From the first line to the last, write out the material exactly.
=== RECORDS PROVIDED ===
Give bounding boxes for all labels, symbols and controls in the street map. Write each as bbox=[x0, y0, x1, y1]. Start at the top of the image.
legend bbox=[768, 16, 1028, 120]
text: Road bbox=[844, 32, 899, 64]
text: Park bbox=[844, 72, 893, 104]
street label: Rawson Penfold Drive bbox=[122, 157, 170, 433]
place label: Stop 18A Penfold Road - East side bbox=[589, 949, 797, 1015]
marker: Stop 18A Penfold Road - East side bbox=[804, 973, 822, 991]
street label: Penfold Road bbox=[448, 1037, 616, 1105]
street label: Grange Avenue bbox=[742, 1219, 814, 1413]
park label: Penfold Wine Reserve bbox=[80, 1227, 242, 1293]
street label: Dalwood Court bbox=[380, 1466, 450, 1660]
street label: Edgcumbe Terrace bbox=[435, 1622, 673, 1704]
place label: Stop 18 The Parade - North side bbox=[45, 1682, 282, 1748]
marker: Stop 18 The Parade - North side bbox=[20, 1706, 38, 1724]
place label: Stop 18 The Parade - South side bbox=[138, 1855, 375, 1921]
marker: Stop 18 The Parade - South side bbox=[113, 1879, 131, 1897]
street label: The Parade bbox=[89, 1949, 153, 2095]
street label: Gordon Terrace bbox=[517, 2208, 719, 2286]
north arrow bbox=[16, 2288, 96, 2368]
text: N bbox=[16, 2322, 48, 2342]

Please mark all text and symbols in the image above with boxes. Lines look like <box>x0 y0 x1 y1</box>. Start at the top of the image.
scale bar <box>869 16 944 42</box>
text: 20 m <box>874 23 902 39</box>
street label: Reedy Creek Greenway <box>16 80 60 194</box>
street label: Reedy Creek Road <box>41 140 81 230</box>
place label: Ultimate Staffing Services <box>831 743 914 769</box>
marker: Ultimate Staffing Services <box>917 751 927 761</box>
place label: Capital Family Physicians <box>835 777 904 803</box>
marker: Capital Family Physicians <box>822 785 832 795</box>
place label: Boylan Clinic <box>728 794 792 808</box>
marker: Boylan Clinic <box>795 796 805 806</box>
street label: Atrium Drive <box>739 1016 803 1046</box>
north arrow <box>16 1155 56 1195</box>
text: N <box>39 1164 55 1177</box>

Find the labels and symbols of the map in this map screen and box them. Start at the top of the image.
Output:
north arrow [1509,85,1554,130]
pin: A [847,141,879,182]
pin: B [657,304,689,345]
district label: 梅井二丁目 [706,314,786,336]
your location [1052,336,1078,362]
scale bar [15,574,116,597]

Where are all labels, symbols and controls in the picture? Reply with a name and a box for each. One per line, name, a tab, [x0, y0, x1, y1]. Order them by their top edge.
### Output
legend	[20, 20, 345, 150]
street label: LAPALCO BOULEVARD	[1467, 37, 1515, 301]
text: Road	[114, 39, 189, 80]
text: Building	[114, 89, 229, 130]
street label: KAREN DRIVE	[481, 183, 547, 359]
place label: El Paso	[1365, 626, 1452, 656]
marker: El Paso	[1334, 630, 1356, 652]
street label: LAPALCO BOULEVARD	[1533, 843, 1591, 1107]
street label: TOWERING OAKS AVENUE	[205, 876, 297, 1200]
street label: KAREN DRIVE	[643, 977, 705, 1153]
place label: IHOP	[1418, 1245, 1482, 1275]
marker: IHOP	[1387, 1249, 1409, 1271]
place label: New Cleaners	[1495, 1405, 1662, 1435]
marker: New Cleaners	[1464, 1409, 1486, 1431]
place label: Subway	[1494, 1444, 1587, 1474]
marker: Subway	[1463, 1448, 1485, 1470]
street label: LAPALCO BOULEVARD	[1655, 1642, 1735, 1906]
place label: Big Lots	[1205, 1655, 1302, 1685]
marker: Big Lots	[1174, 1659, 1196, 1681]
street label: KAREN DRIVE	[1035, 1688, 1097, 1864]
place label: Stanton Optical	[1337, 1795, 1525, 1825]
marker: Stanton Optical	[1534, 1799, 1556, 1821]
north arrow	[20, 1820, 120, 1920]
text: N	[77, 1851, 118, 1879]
===
> OUTPUT OF THE TASK
Give bounding boxes for all labels, symbols and controls in the street map. Write each as bbox=[x0, y0, x1, y1]. Start at the top of the image.
legend bbox=[768, 16, 1028, 120]
text: Road bbox=[844, 32, 899, 64]
text: Park bbox=[844, 72, 893, 104]
street label: Rawson Penfold Drive bbox=[122, 157, 170, 433]
place label: Stop 18A Penfold Road - East side bbox=[589, 949, 797, 1015]
marker: Stop 18A Penfold Road - East side bbox=[804, 973, 822, 991]
street label: Penfold Road bbox=[448, 1037, 616, 1105]
street label: Grange Avenue bbox=[742, 1219, 814, 1413]
park label: Penfold Wine Reserve bbox=[80, 1227, 242, 1293]
street label: Dalwood Court bbox=[380, 1466, 450, 1660]
street label: Edgcumbe Terrace bbox=[435, 1622, 673, 1704]
place label: Stop 18 The Parade - North side bbox=[45, 1682, 282, 1748]
marker: Stop 18 The Parade - North side bbox=[20, 1706, 38, 1724]
place label: Stop 18 The Parade - South side bbox=[138, 1855, 375, 1921]
marker: Stop 18 The Parade - South side bbox=[113, 1879, 131, 1897]
street label: The Parade bbox=[89, 1949, 153, 2095]
street label: Gordon Terrace bbox=[517, 2208, 719, 2286]
north arrow bbox=[16, 2288, 96, 2368]
text: N bbox=[16, 2322, 48, 2342]

Please mark all text and symbols in the image above with boxes. Lines look like <box>x0 y0 x1 y1</box>. Start at the top of the image.
scale bar <box>869 16 944 42</box>
text: 20 m <box>874 23 902 39</box>
street label: Reedy Creek Greenway <box>16 80 60 194</box>
street label: Reedy Creek Road <box>41 140 81 230</box>
place label: Ultimate Staffing Services <box>831 743 914 769</box>
marker: Ultimate Staffing Services <box>917 751 927 761</box>
place label: Capital Family Physicians <box>835 777 904 803</box>
marker: Capital Family Physicians <box>822 785 832 795</box>
place label: Boylan Clinic <box>728 794 792 808</box>
marker: Boylan Clinic <box>795 796 805 806</box>
street label: Atrium Drive <box>739 1016 803 1046</box>
north arrow <box>16 1155 56 1195</box>
text: N <box>39 1164 55 1177</box>

Find the labels and symbols of the map in this map screen and box them. Start at the top of the image.
Output:
north arrow [1509,85,1554,130]
pin: A [847,141,879,182]
pin: B [657,304,689,345]
district label: 梅井二丁目 [706,314,786,336]
your location [1052,336,1078,362]
scale bar [15,574,116,597]

Where are all labels, symbols and controls in the picture? Reply with a name and a box for each. One per line, name, a tab, [x0, y0, x1, y1]. Order them by their top edge.
### Output
legend	[20, 20, 345, 150]
street label: LAPALCO BOULEVARD	[1467, 37, 1515, 301]
text: Road	[114, 39, 189, 80]
text: Building	[114, 89, 229, 130]
street label: KAREN DRIVE	[481, 183, 547, 359]
place label: El Paso	[1365, 626, 1452, 656]
marker: El Paso	[1334, 630, 1356, 652]
street label: LAPALCO BOULEVARD	[1533, 843, 1591, 1107]
street label: TOWERING OAKS AVENUE	[205, 876, 297, 1200]
street label: KAREN DRIVE	[643, 977, 705, 1153]
place label: IHOP	[1418, 1245, 1482, 1275]
marker: IHOP	[1387, 1249, 1409, 1271]
place label: New Cleaners	[1495, 1405, 1662, 1435]
marker: New Cleaners	[1464, 1409, 1486, 1431]
place label: Subway	[1494, 1444, 1587, 1474]
marker: Subway	[1463, 1448, 1485, 1470]
street label: LAPALCO BOULEVARD	[1655, 1642, 1735, 1906]
place label: Big Lots	[1205, 1655, 1302, 1685]
marker: Big Lots	[1174, 1659, 1196, 1681]
street label: KAREN DRIVE	[1035, 1688, 1097, 1864]
place label: Stanton Optical	[1337, 1795, 1525, 1825]
marker: Stanton Optical	[1534, 1799, 1556, 1821]
north arrow	[20, 1820, 120, 1920]
text: N	[77, 1851, 118, 1879]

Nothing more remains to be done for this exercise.